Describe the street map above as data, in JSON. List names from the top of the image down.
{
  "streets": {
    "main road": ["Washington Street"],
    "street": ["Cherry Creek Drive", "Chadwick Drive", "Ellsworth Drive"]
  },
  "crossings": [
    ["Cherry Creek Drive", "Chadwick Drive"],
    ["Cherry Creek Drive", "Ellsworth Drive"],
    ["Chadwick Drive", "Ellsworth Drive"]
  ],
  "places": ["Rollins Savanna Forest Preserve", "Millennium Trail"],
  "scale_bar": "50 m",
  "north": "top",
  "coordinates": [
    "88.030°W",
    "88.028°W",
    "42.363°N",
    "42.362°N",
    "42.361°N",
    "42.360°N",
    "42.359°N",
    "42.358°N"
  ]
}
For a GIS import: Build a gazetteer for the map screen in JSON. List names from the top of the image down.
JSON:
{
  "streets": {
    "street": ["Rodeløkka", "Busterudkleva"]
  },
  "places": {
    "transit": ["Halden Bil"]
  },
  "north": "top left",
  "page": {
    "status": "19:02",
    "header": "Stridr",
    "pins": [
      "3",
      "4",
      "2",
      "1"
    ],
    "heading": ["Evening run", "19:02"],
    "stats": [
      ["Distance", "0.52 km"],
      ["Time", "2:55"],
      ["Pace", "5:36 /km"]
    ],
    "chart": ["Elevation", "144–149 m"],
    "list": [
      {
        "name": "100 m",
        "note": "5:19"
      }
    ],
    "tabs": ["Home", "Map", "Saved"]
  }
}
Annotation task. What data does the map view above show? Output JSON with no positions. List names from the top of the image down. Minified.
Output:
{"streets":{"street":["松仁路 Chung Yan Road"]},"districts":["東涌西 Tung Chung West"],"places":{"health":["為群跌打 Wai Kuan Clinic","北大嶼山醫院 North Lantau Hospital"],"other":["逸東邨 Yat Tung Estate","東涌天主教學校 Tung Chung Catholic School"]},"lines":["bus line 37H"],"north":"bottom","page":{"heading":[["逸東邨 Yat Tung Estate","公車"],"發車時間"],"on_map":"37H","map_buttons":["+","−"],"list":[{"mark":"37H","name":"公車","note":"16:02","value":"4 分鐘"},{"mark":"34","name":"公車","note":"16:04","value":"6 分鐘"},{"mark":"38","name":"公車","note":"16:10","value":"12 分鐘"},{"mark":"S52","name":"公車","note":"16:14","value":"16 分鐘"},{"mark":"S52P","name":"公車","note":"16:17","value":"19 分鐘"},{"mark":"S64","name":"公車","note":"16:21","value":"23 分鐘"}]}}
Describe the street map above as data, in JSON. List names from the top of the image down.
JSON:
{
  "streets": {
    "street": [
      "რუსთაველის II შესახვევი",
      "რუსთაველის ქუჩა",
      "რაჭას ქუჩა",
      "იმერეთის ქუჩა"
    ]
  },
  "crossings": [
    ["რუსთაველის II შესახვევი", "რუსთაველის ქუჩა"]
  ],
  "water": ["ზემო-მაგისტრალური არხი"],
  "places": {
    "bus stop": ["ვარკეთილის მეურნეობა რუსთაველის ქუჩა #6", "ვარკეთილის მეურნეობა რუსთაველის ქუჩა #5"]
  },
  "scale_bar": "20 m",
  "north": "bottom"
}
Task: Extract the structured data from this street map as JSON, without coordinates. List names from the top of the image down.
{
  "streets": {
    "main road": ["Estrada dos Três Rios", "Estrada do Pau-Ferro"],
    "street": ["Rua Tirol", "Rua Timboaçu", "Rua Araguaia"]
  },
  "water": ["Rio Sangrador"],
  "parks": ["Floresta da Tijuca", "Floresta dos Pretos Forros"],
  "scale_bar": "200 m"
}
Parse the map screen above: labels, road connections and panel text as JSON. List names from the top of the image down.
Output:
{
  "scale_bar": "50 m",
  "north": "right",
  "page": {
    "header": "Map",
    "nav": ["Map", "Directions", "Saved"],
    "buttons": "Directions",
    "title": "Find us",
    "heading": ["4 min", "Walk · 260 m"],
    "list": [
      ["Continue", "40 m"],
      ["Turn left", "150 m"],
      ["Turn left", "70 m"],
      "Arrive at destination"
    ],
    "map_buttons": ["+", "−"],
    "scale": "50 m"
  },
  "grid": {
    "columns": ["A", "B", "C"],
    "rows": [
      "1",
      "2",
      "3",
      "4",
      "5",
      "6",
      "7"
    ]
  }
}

■ ■ ■

§ **TASK TO CARRY OUT**: Lines from the entries that contain the string "screen" must be found and copied.

§ **EXERCISE ANSWER**:
For a GIS import: Build a gazetteer for the map screen in JSON. List names from the top of the image down.
Parse the map screen above: labels, road connections and panel text as JSON. List names from the top of the image down.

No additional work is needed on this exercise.